- Official Poster for Ran Samanalayo
- Also known as: Sinhala: රන් සමනළයෝ
- Genre: Romance Comedy
- Written by: Priyal Weerasinghe
- Directed by: Sandaruwan Jayawickrama
- Starring: Pubudu Chathuranga Asha Edirisinghe Roshan Ranawana Saranga Disasekara Sachini Ayendra
- Country of origin: Sri Lanka
- Original language: Sinhala
- No. of episodes: 250

Production
- Producers: Jayanthe Karunarathne Nilantha Karunarathne
- Running time: Monday to Friday at 8:00pm

Original release
- Network: Independent Television Network
- Release: 8 June 2011 – 25 May 2012

Related
- Pabalu; Ridee Siththam;

= Ran Samanalayo =

Ran Samanalayo (Sinhala: රන් සමනළයෝ) is a Sri Lankan television drama broadcast by Independent Television Network. The series first aired on 8 June 2011 and concluded on 25 May 2012. This is a mega hit of Sandaruwan Jayawickrama after Sulanga. Ran Samanalayo has been rated by many surveys as the most popular teledrama at 8:00pm. Actor Saranga Disasekara was awarded as the most popular actor of the year 2011 at Raigam Tele'es for his acting in this teledrama. Ran Samanalayo is special for its attractive color combination of costumes and other relevant things.

==Story==
Samanali, an innocent beautiful girl in her twenties works as a dancing teacher of a convent. She lives with her mother and grandmother. Her grandmother always accuses Samanali's mother due to a past incident. So Samanali is worrying about that and also she thinks that she has a big responsibility of her mother's and grandmother's lives. So she is living a strict life and she hasn't had any close relationship with a boy.

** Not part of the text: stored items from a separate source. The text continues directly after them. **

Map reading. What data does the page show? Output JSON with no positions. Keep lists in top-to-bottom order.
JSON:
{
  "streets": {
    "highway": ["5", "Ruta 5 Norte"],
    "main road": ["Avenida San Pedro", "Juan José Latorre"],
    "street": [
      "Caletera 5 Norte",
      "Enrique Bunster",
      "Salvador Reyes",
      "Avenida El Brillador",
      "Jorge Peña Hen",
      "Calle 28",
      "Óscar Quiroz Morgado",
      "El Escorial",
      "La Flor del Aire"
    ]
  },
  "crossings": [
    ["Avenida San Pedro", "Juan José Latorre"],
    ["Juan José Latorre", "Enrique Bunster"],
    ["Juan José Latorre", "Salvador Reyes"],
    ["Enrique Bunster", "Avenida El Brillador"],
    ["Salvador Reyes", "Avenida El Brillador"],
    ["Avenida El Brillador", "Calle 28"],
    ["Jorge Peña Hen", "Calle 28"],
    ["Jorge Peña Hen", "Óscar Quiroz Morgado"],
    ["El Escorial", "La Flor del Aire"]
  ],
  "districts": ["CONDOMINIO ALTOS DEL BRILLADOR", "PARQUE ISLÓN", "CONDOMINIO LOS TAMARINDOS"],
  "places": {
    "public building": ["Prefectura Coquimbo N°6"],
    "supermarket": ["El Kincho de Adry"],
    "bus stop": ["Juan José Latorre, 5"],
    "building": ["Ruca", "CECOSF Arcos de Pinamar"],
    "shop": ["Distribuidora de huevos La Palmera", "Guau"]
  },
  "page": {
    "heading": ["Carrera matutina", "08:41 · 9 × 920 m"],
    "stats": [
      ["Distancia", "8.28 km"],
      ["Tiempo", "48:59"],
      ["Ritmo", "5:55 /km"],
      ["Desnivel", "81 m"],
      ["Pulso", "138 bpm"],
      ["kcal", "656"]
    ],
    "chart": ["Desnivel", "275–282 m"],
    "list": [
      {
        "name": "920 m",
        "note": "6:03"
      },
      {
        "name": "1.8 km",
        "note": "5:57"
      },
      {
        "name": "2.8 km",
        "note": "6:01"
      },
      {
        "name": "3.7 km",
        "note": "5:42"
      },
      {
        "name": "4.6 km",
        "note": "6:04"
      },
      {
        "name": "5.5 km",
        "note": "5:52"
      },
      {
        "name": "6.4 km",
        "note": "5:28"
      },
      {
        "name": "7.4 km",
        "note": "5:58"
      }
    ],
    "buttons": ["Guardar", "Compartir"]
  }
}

But Sihina is a rich handsome boy, enjoying his life freely. He just came back from abroad after completing his studies. Meanwhile, the convent, where Samanali works is going to organize a concert. So teachers have a tough time to get ready for that and they also try to find a sponsor in order to get a financial support. Then Sihina comes forward to take that responsibility. One day he comes to the convent for that matter. He accidentally sees Samanali and falls in love from the first sight. This is the start of the story.

==Cast and characters==
- Pubudu Chathuranga as Sihina
- Asha Edirisinghe as Samanali
- Roshan Ranawana as Deneth
- Saranga Disasekara as Nilanga
- Sachini Ayendra as Menuka aka Menu
- Mihira Sirithilaka as Chethiya
- Robin Fernando as Devanarayana aka Deva
- Sriyani Amarasena as Vinitha
- Janak Premalal as Prem
- Wijeratne Warakagoda
- Anton Jude
- Sajeewa Malmarachchi as Seththi
- Thushara Jayasuriya as Wicky
- Seetha Kumari
- Maureen Charuni

==Music==
- Theme Song: Thurul Wenna Asai Hendewe by Bathiya and Santhush

==Awards==
- Most popular actor of the year 2011 (Raigam Tele'es): Saranga Disasekara

==Songs==
- Sundarai Aththamai Jeewithe Oba Thamai
- Eka Malakwath Suwanda Na Oba Tharam

==See also==
- Independent Television Network
- Bonda Meedum (Teledrama)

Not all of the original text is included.